Finally, a bullfight book for women.

On Bullfighting, by A.L. Kennedy. Anchor, $11.

In Spain, aguantar refers to the ability to maintain grace under fire, the ability to deal with difficult situations without breaking down. It's a required quality in matadors. Writers, unfortunately, face no such requirement.

In On Bullfighting, which was released in England in 1999 to glowing reviews and appears in the U.S. for the first time now, author A.L. Kennedy displays a shameful lack of aguantar. A fine writer and a good reporter, Kennedy can't resist marring her narrative with frequent, elaborate references to her own physical and emotional problems.

On Bullfighting is the first bullfight book for women, a book even Oprah could love.

The narrative opens with Kennedy--blocked, bored, depressed, and infirm--getting ready to take a dive from her apartment window. Instead, to "see if she can still write," she takes an assignment to cover bullfighting in Spain. On assignment, she proves herself a fine reporter. When she's on subject--bullfighting, that is--she's colorful and fair-minded, and her occasional technical inaccuracies will offend only sensitive afficcionados like me.

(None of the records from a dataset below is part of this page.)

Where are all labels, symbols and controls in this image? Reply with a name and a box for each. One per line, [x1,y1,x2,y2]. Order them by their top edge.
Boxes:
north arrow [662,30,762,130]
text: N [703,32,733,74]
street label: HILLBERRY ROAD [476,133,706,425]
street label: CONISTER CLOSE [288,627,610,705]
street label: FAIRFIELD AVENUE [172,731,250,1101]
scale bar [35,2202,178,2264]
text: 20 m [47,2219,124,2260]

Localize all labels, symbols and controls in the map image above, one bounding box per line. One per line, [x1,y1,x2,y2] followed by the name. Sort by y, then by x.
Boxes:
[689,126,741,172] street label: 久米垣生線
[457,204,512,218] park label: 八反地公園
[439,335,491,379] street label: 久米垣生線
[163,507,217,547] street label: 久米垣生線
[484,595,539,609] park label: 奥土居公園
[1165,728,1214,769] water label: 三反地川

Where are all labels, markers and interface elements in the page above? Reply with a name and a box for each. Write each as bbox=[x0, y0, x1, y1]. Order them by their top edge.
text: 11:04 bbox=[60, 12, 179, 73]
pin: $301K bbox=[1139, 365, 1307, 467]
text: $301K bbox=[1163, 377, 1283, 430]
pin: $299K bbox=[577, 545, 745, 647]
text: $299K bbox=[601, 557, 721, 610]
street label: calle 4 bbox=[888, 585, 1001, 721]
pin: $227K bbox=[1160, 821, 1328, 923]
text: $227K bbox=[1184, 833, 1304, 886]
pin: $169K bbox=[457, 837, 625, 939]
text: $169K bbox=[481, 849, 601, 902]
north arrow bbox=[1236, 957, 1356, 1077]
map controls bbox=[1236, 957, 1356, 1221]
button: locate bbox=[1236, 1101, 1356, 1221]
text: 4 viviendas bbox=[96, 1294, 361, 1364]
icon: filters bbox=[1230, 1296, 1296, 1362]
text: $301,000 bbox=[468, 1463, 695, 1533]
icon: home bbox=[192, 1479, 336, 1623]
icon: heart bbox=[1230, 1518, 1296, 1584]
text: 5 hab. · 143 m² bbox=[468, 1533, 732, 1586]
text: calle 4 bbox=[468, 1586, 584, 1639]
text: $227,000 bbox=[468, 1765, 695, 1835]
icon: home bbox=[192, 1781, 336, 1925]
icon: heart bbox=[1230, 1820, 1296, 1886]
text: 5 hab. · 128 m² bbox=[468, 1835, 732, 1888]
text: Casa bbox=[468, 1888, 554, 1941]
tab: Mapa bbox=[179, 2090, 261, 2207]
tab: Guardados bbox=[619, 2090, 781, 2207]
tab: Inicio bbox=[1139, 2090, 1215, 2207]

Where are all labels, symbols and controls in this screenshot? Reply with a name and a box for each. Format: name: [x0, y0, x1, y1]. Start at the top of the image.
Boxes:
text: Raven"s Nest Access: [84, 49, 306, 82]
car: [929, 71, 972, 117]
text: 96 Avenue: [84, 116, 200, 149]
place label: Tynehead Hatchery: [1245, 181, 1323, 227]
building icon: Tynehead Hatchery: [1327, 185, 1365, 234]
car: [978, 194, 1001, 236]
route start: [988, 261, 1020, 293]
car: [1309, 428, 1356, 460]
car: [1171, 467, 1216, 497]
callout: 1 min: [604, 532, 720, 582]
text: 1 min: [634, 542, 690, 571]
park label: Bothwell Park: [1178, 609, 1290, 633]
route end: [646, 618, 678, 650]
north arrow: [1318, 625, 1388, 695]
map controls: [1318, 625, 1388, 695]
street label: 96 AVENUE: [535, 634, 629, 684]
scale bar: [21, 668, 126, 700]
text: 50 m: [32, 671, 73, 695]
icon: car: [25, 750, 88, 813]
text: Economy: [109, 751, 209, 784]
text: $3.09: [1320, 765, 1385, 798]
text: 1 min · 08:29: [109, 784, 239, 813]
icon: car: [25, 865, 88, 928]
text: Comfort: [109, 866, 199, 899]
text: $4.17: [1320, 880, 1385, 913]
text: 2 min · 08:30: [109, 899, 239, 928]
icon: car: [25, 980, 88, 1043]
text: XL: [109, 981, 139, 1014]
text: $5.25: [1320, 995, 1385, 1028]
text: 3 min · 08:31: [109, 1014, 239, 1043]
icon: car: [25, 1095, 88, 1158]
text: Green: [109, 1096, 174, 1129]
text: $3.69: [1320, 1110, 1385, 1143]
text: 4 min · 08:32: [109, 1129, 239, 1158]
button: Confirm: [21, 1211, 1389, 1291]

But Kennedy can't resist repeatedly pulling us back to her discomforts--her inability to sleep, her sore neck, her drugged disorientation, her fatigue, her shyness, her problems with a foreign language. More than once, she comments that her problems are nothing special, that they're of no interest to her readers. Then she more than once launches into extended discussions of the problems she said herself readers don't care about. Over and over, deliciously exciting writing is ruined by a chaser of misery:

Take it for granted that Seville in the feria is a sun-aching, glorious place and that even the rather dismal airport has its clusters of girls in flamenco dresses and outbursts of laughter. Also that the old town is splendid with narrow, Moorish streets and photogenic squares, horse-drawn carriages, leather goods, peculiarly annoying ceramics and a general air of tapas-nibbling bonhomie and sleek content ... Take it for granted that lifting and traveling still hurt my neck, that nothing much is different or even interesting with me.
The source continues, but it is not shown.